### Task to carry out
Copy each line of the following data that contains "قاضی".

### Data provided
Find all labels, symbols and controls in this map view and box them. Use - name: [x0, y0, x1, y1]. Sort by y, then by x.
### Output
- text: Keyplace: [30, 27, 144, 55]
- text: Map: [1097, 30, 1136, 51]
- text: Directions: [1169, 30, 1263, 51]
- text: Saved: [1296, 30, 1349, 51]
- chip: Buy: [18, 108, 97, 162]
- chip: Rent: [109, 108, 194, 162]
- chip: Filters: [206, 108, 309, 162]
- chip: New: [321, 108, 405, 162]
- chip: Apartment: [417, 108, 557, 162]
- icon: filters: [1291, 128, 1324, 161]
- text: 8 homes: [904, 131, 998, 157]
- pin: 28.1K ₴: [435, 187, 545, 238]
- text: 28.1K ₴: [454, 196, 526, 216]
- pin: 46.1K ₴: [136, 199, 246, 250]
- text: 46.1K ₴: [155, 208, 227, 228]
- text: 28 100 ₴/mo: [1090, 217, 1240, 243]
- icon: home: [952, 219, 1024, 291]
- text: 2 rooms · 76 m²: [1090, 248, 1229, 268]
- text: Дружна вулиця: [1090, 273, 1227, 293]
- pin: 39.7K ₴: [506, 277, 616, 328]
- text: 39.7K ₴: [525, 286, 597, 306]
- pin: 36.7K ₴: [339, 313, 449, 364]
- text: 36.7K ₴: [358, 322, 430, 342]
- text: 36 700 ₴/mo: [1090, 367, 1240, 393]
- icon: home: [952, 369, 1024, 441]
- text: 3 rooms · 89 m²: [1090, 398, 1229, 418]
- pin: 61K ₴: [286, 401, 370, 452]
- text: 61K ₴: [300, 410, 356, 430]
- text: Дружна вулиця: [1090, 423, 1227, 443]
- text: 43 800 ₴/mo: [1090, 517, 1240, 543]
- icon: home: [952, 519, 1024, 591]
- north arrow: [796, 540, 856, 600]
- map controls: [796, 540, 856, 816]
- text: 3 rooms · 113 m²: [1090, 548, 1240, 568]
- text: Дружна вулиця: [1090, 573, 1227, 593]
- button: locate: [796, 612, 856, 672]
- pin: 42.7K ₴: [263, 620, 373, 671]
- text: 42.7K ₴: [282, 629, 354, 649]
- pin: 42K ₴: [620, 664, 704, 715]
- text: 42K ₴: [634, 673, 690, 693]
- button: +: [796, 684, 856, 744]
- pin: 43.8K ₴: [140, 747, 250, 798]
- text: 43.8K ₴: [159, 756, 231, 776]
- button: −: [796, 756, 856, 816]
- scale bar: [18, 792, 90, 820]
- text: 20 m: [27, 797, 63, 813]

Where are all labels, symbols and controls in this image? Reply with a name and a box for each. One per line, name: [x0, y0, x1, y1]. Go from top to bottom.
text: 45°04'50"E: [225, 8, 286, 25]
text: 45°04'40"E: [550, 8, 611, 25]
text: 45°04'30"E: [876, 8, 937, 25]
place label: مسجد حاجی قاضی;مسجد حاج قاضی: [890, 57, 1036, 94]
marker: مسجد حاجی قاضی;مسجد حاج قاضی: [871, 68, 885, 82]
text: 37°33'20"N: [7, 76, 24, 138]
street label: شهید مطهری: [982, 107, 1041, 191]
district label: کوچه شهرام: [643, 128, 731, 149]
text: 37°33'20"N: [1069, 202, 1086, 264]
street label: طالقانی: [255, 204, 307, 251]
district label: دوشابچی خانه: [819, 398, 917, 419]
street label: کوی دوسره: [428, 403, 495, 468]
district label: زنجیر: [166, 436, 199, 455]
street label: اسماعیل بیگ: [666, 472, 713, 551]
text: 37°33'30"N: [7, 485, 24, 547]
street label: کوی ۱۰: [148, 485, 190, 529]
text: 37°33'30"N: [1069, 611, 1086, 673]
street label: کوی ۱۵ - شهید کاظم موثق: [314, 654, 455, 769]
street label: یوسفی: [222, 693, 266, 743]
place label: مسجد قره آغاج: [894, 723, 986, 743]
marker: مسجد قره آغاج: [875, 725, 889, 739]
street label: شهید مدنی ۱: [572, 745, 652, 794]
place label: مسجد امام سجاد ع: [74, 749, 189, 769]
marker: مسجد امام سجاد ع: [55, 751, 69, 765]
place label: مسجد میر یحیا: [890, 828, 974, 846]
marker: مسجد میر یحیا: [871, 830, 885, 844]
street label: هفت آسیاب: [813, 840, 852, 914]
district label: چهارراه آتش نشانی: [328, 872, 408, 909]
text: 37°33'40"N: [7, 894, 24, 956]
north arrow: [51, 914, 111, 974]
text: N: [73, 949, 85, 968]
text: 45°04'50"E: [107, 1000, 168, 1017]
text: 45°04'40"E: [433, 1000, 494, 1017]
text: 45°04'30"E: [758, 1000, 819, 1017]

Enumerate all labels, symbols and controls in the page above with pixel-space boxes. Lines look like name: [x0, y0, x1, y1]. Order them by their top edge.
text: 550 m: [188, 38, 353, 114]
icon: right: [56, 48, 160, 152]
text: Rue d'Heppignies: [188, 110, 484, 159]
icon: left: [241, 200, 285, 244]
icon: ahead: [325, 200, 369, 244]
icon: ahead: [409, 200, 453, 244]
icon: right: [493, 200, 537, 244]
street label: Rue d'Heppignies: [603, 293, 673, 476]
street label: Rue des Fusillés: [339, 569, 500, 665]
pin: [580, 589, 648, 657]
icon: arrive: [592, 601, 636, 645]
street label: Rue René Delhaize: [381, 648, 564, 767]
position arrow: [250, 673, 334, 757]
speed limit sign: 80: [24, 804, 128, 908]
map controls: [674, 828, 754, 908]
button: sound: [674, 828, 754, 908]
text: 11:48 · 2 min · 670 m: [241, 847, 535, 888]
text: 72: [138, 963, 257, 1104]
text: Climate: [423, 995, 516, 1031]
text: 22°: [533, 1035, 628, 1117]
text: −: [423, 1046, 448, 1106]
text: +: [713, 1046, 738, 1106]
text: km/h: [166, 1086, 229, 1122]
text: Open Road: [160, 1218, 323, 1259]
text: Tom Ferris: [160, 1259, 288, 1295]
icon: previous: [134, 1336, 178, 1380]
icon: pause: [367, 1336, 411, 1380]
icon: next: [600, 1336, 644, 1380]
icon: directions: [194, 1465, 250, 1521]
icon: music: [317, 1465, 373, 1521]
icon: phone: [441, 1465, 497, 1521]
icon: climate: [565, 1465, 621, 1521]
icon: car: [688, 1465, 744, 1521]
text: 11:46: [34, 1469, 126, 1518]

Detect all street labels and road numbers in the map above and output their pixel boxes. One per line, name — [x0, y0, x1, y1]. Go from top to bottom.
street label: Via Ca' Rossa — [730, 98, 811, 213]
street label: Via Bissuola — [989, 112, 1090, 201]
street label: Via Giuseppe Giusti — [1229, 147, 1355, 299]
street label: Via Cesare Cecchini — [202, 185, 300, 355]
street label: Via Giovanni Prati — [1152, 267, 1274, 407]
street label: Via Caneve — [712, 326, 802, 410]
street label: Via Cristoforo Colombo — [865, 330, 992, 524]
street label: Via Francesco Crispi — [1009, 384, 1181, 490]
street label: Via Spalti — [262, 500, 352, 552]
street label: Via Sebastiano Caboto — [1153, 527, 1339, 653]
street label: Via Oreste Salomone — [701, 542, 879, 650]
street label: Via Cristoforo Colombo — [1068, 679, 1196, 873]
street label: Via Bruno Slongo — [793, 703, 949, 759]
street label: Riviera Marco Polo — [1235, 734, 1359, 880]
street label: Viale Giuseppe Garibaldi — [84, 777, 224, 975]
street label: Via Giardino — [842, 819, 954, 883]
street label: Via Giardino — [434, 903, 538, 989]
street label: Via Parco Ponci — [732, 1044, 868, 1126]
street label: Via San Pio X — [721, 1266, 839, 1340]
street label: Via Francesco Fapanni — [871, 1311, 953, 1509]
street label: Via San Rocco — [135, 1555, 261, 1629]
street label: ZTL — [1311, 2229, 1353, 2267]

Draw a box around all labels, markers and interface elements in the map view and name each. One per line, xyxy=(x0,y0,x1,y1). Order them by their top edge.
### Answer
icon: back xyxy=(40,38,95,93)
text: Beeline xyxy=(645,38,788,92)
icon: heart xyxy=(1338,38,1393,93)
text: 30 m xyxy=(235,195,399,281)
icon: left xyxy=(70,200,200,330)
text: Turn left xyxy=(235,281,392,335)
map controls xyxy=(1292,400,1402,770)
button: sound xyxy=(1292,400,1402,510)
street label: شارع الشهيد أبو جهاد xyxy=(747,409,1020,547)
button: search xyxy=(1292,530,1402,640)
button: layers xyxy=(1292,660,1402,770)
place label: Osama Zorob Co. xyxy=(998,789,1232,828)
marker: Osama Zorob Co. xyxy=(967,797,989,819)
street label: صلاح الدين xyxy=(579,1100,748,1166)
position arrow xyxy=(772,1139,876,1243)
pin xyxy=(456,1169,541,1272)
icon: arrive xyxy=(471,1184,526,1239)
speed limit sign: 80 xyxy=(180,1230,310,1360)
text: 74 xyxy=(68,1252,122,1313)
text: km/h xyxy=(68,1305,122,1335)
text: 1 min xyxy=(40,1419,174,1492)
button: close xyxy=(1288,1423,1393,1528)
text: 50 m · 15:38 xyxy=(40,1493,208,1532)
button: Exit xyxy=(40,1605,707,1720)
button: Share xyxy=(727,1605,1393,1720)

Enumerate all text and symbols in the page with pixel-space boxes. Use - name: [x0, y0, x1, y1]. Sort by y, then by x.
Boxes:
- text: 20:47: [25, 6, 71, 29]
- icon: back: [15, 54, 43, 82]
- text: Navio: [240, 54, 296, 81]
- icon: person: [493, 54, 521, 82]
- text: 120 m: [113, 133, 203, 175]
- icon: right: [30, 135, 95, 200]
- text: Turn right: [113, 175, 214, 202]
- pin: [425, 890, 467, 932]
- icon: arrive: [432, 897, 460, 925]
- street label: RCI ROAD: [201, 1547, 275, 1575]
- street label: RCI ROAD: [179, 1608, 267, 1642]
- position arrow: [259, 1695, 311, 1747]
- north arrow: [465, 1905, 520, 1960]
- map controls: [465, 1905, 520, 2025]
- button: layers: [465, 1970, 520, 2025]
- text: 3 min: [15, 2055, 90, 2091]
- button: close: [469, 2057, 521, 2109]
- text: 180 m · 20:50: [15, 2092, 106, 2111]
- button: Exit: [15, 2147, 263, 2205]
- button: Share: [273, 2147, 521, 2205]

### Reply to the exercise
place label: مسجد حاجی قاضی;مسجد حاج قاضی: [890, 57, 1036, 94]
marker: مسجد حاجی قاضی;مسجد حاج قاضی: [871, 68, 885, 82]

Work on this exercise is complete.